[DATASET CONTENT Boundary: Start]
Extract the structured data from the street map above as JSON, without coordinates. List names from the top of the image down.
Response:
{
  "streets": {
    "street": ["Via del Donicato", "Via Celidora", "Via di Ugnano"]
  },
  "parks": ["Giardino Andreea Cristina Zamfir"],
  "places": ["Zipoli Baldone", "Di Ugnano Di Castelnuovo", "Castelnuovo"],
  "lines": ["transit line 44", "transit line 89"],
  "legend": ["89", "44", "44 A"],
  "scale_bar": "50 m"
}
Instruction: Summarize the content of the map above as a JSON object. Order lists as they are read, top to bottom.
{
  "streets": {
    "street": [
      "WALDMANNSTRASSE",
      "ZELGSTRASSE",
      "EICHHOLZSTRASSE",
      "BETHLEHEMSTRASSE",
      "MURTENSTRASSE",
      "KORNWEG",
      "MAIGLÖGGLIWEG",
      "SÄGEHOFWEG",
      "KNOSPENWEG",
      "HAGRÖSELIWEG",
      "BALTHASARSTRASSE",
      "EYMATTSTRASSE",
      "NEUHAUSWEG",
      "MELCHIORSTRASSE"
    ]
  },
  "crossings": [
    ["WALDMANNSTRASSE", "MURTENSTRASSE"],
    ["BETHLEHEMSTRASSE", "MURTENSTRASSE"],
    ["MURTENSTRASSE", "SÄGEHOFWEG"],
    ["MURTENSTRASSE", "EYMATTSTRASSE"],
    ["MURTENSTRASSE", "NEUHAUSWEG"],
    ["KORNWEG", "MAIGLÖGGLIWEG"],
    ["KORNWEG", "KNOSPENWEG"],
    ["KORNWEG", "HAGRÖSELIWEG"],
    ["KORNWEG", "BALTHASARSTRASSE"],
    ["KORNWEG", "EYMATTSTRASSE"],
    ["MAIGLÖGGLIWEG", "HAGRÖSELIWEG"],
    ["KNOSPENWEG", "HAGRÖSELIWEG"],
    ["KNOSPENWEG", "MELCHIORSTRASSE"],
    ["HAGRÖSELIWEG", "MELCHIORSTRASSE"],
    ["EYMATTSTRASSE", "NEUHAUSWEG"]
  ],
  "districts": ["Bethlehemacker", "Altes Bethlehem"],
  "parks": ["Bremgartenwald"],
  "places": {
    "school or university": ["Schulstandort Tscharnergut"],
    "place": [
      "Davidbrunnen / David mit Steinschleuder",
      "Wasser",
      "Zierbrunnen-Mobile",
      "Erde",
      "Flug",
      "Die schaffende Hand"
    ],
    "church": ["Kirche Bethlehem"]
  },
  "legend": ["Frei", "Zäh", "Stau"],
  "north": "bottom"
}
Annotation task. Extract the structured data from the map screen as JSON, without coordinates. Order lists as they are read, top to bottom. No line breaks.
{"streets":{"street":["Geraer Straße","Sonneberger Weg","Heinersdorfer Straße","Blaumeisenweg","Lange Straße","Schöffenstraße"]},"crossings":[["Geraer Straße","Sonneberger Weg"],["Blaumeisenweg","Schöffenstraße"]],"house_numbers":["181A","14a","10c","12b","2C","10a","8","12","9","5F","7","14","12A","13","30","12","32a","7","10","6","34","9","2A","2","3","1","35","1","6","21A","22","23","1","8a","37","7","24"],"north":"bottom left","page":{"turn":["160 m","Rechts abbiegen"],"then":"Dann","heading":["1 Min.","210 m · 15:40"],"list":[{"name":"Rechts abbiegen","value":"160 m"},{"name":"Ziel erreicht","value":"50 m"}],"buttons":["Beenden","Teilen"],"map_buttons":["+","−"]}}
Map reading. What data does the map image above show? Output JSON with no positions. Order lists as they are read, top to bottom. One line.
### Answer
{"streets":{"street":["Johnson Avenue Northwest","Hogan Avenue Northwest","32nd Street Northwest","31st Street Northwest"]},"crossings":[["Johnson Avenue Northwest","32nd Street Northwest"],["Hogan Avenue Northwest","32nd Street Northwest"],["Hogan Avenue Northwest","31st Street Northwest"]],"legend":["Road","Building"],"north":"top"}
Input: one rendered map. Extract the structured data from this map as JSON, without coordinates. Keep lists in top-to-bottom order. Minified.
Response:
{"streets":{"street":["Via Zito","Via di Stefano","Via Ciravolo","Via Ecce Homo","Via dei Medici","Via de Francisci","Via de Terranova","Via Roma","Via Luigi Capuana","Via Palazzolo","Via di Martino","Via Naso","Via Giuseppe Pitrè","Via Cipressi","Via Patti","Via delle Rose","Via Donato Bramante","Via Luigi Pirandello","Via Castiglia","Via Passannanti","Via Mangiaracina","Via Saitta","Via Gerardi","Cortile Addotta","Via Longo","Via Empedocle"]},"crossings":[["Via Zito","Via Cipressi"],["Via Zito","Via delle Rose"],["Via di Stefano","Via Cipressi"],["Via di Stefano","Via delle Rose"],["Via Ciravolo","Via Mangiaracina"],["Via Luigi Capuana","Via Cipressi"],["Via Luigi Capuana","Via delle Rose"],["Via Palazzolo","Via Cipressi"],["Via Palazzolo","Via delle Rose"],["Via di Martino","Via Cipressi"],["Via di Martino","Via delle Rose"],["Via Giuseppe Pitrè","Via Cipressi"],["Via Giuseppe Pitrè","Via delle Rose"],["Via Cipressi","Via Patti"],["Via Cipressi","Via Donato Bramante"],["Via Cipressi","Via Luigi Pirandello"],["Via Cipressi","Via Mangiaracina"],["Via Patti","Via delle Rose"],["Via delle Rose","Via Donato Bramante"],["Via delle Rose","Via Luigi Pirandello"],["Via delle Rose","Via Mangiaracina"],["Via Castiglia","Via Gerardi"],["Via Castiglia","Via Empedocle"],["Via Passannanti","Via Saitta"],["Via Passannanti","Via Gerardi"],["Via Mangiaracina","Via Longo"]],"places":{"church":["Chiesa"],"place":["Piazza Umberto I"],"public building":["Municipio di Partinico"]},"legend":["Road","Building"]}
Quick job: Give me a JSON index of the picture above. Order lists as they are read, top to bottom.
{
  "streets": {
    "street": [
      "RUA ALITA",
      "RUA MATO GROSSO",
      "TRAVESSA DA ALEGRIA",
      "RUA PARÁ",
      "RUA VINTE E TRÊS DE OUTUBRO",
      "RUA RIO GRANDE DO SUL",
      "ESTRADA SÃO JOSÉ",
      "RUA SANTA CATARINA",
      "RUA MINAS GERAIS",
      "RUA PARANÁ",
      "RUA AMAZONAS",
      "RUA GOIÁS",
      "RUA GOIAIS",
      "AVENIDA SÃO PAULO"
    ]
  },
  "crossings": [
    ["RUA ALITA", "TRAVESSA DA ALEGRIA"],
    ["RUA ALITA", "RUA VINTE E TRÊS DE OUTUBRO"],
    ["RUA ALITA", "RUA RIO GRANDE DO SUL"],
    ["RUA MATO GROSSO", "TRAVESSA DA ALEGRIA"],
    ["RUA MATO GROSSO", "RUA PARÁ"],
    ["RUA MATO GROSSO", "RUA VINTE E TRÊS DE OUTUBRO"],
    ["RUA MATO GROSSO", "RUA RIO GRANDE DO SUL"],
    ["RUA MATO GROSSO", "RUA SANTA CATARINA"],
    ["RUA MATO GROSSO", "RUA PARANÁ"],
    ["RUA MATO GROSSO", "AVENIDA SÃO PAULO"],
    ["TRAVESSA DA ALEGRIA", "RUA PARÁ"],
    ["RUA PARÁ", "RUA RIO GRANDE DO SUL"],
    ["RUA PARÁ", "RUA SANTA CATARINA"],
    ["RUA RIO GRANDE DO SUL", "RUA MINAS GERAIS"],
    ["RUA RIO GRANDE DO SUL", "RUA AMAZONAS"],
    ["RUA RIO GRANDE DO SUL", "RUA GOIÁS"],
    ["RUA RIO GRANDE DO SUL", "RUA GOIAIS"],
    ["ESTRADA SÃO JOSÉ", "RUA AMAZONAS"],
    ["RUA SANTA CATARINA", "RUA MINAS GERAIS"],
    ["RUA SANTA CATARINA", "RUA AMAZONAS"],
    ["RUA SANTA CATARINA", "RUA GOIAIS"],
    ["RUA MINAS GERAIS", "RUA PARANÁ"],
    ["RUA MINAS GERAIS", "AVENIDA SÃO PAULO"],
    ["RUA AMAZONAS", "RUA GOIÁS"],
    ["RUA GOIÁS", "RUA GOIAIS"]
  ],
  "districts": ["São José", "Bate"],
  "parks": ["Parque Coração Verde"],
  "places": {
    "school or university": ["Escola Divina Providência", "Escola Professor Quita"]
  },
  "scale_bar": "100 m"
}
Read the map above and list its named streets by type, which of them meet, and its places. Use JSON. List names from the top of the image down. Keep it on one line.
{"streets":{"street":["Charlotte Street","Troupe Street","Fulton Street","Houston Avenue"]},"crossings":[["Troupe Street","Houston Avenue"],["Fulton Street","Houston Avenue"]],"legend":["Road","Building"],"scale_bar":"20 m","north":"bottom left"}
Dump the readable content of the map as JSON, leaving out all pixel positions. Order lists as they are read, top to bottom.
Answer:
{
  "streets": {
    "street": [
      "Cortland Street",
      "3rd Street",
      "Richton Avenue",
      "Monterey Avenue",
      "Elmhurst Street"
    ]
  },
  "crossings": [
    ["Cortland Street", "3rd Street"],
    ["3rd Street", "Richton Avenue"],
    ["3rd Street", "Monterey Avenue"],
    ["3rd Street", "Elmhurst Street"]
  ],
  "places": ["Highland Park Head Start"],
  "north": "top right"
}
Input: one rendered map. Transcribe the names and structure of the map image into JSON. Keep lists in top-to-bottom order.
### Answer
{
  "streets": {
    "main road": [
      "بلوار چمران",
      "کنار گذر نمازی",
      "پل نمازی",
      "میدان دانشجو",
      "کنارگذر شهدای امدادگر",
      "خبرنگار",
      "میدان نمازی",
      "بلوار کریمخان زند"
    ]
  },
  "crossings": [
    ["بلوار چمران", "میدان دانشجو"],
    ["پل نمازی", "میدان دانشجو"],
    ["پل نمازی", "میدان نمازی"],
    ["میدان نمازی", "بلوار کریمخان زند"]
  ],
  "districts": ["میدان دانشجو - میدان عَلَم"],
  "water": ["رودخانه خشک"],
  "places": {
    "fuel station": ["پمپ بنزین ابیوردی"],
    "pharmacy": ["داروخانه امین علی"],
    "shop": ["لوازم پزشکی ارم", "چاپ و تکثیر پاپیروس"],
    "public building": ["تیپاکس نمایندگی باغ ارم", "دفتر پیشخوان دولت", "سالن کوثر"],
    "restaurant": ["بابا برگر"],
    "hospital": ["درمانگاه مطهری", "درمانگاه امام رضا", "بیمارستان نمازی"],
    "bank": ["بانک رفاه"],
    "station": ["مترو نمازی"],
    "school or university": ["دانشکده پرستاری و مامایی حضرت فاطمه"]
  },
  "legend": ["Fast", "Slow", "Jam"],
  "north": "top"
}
[DATASET CONTENT Boundary: End]
- **YOUR INSTRUCTIONS**: Transcribe the records above from the line holding "Map reading. What" down to the line holding "Input: one rendered map. Extract", inclusive, without adding anything.

- **THE COMPLETED TASK**:
Map reading. What data does the map image above show? Output JSON with no positions. Order lists as they are read, top to bottom. One line.
### Answer
{"streets":{"street":["Johnson Avenue Northwest","Hogan Avenue Northwest","32nd Street Northwest","31st Street Northwest"]},"crossings":[["Johnson Avenue Northwest","32nd Street Northwest"],["Hogan Avenue Northwest","32nd Street Northwest"],["Hogan Avenue Northwest","31st Street Northwest"]],"legend":["Road","Building"],"north":"top"}
Input: one rendered map. Extract the structured data from this map as JSON, without coordinates. Keep lists in top-to-bottom order. Minified.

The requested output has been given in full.